**GOAL OF THE EXERCISE**
When you restate the data, keep every word as it is and drop the images.

**DATA BLOCK**
-=-=-=-=-

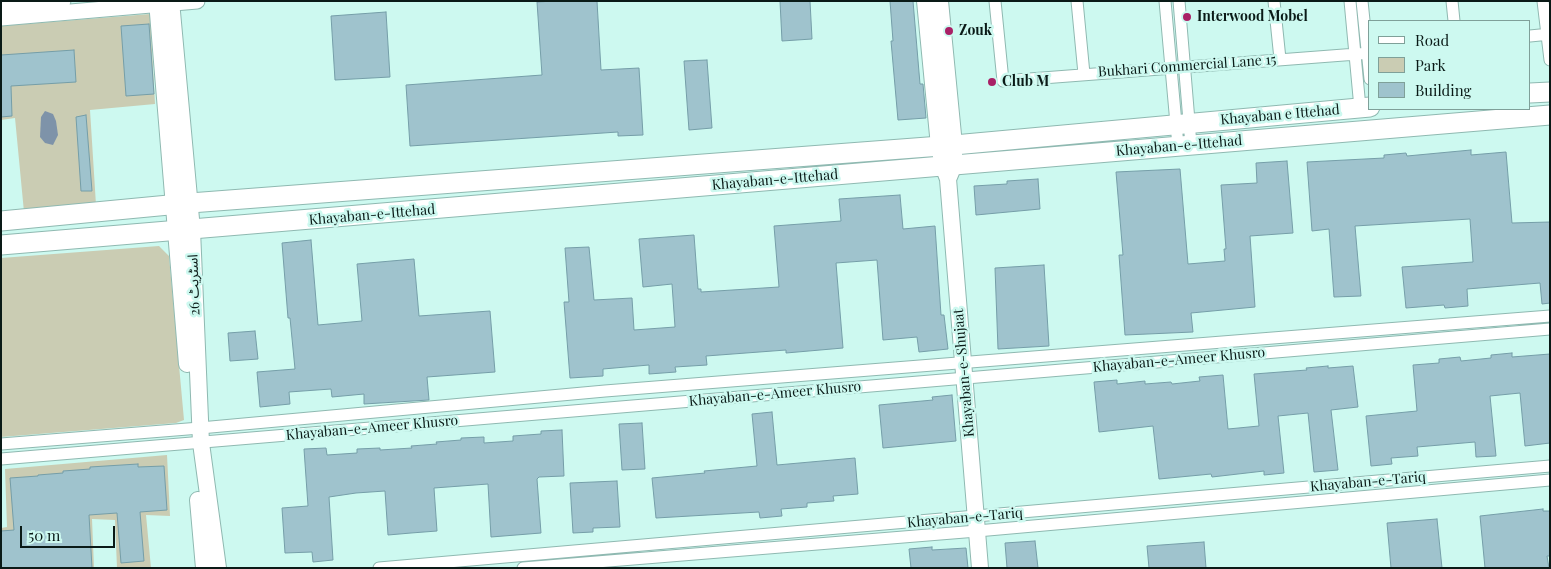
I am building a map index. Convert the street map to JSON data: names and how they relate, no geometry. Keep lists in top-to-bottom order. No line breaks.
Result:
{"streets":{"main road":["Khayaban e Ittehad","Khayaban-e-Ittehad","اسٹریٹ 26","Khayaban-e-Shujaat"],"street":["Bukhari Commercial Lane 15","Khayaban-e-Ameer Khusro","Khayaban-e-Tariq"]},"crossings":[["Khayaban e Ittehad","Khayaban-e-Ittehad"],["Khayaban-e-Ittehad","اسٹریٹ 26"],["Khayaban-e-Ittehad","Khayaban-e-Shujaat"],["اسٹریٹ 26","Khayaban-e-Ameer Khusro"],["Khayaban-e-Ameer Khusro","Khayaban-e-Shujaat"],["Khayaban-e-Shujaat","Khayaban-e-Tariq"]],"places":["Interwood Mobel","Zouk","Club M"],"legend":["Road","Park","Building"],"scale_bar":"50 m"}
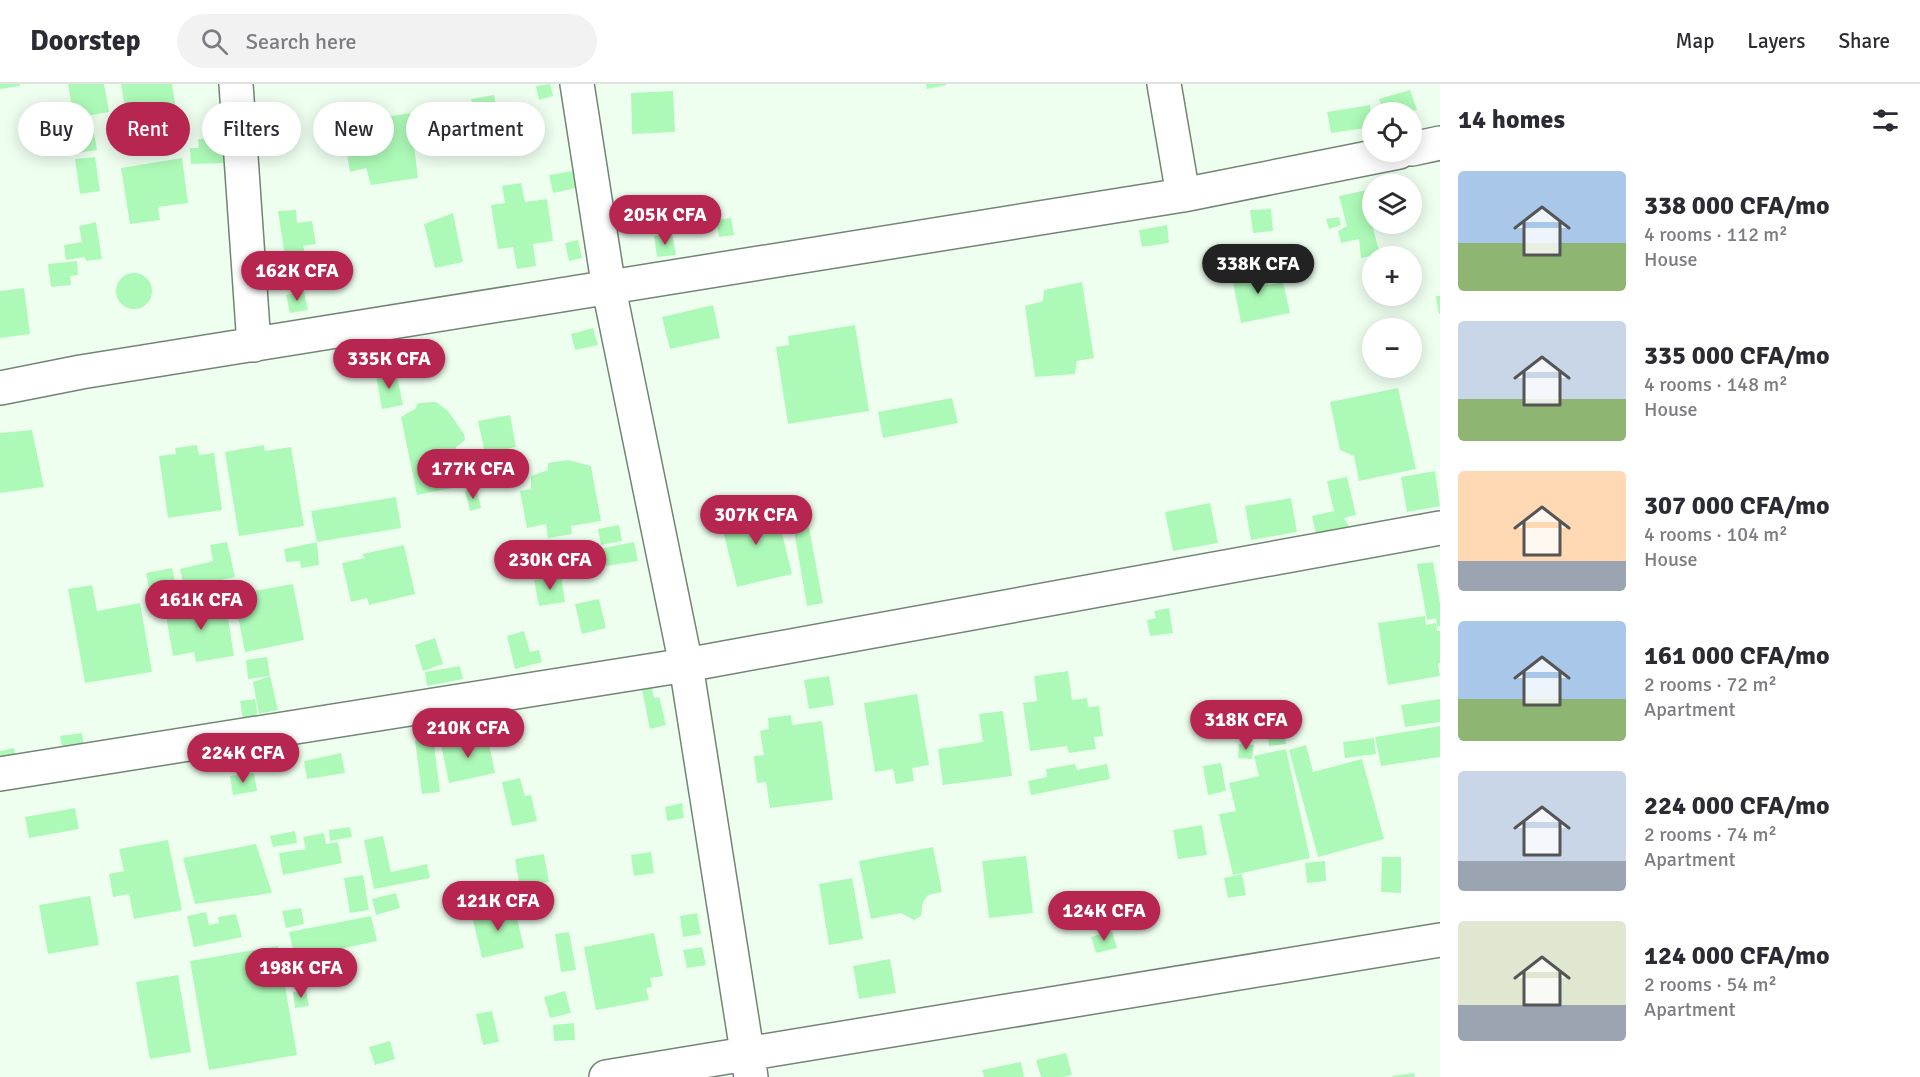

-=-=-=-=-

**THE COMPLETED TASK**
I am building a map index. Convert the street map to JSON data: names and how they relate, no geometry. Keep lists in top-to-bottom order. No line breaks.
Result:
{"streets":{"main road":["Khayaban e Ittehad","Khayaban-e-Ittehad","اسٹریٹ 26","Khayaban-e-Shujaat"],"street":["Bukhari Commercial Lane 15","Khayaban-e-Ameer Khusro","Khayaban-e-Tariq"]},"crossings":[["Khayaban e Ittehad","Khayaban-e-Ittehad"],["Khayaban-e-Ittehad","اسٹریٹ 26"],["Khayaban-e-Ittehad","Khayaban-e-Shujaat"],["اسٹریٹ 26","Khayaban-e-Ameer Khusro"],["Khayaban-e-Ameer Khusro","Khayaban-e-Shujaat"],["Khayaban-e-Shujaat","Khayaban-e-Tariq"]],"places":["Interwood Mobel","Zouk","Club M"],"legend":["Road","Park","Building"],"scale_bar":"50 m"}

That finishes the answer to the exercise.